Minister Creecy noted that developing countries, Africa in particular, have borne the brunt of the adverse effects of climate change and have not received the required multilateral support to face the climate challenge, including for addressing loss and damage.
Welcoming the agreement reached late on Saturday night in Abu Dahbi, the capital of the United Arab Emirates, Ms Creecy said the governing instrument of the Loss and Damage Fund presents a clear pathway to operationalising this historic milestone in the multilateral climate negotiations.
The delivery on the Sharm El-Sheik COP27 decision to operationalise a new fund for loss and damage in the context of the scale and increasing severity of loss and damage impacts in the near-term scenario of temperature increase to 1.5 degrees or above. Loss and damage is generally defined as the impacts of climate change which are not avoided by mitigation, adaptation and other measures, such as disaster risk management.
The purpose of the Fund is to assist developing countries, that are particularly vulnerable to the adverse effects of climate change in response to economic and non-economic loss and damage associated with those harmful effects, including extreme weather events and slow-onset events.
The Minister also noted that scope, eligibility and operational elements have been defined in order for the Fund to provide direct support in the form of largely grant-based and non-debt finance to reconstruction and rehabilitation. This includes addressing relocation, lost livelihoods and non-economic losses after extreme weather and significant slow-onset events.
The projected economic cost for loss and damage by 2030 alone has been estimated to be between $290 and $580 billion in developing countries alone. By 2050 the economic cost for loss and damage in developing countries is estimated to be between $1 trillion to $1.8 trillion.
The new Loss and Damage Fund, will have a Board, balanced between developed and developing countries and will take its guidance from the parties to the UNFCCC and Paris Agreement.

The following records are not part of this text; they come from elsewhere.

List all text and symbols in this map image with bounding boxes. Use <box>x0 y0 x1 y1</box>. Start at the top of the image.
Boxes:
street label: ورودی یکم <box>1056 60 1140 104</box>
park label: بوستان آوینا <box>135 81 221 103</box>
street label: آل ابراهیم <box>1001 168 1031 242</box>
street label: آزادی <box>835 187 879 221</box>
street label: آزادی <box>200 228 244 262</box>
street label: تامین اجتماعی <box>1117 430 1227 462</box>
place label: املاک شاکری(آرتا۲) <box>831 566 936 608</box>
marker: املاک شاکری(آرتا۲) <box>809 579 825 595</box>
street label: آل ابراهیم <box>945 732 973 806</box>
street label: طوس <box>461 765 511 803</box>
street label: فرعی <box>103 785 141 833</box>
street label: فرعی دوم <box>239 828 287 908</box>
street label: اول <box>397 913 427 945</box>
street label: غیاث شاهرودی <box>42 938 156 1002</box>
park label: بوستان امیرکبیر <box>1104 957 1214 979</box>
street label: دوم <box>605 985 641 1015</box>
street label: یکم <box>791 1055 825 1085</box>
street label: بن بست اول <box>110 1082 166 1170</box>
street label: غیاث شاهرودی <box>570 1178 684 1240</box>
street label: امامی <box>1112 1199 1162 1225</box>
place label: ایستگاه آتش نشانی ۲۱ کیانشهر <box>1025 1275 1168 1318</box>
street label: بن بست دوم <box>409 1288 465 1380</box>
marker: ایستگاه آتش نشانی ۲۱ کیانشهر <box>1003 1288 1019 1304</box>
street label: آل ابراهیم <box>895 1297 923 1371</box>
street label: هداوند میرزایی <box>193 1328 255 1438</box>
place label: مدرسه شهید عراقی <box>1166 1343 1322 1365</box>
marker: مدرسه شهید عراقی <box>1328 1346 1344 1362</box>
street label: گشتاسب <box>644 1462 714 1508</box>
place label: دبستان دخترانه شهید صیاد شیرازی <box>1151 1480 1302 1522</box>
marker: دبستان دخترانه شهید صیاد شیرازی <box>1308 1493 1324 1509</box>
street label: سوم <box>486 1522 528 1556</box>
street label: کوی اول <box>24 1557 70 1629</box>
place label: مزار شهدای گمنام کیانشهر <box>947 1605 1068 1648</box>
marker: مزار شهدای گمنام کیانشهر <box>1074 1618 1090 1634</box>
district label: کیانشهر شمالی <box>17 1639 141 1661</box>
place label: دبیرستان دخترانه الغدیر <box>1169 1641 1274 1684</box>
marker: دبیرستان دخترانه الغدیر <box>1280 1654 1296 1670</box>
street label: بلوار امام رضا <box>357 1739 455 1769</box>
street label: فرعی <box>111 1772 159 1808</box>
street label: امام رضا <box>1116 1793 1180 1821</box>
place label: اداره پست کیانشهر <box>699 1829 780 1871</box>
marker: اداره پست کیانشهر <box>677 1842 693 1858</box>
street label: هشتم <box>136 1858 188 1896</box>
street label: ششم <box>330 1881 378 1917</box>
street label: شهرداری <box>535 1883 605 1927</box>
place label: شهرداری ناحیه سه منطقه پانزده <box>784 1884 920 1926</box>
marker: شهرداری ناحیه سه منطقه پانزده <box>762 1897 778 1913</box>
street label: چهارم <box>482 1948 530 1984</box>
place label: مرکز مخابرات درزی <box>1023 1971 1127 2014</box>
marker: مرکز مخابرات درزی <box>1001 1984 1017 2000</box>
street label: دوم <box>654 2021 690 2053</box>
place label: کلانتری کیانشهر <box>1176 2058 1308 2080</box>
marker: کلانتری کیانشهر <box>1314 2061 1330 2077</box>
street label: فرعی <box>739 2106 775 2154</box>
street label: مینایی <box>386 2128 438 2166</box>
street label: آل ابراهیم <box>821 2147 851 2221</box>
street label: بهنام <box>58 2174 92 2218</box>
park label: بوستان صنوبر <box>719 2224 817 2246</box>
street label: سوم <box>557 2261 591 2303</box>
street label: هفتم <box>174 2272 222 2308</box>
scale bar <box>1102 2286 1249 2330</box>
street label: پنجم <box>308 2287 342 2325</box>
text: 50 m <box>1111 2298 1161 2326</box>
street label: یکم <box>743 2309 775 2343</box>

The Committee also proposed that the Fund be designated as an operating entity of the Financial Mechanism of the Convention and will allocate resources based on triggers that includes inter alia severity of the impacts on people, communities, infrastructure ecosystem of the climate-related event. It includes flexibility to address the variation in these impacts across developing countries and time, from cyclones and flooding, to slow onset droughts and land degradation, as well as sea-level rise and glacier retreat.
"The final approval of this agreement at COP28 presents the international community with a critical global solidarity moment to ensure the Fund is capitalised at a scale necessary to respond to the costs and impacts already borne by developing countries," said the Minister.
The demonstration of solidarity to the vulnerable countries and communities will be assessed by the both the scale of resources committed to the Fund.
"South Africa urges the COP28 presidency to launch a process for the initial core capitalisation from developed countries supplemented by financial inputs from a variety of other sources in line with the principle of common but differentiated responsibilities. It must also engage with all other relevant actors to support aligning their efforts to leverage the impact of the Fund in addressing loss and damage," the Minister added.
The Transitional Committee was established at COP27 in Egypt last year with a mandate to present governance documentation to operationalise the Fund in 2023. The Committee of 24 experts was co-chaired by Outi Honkatukia of Finland and Richard Sherman of South Africa. Minister Creecy extended appreciation to the Co-Chairs and the developing country Committee members for developing a robust and transparent instrument for the Fund.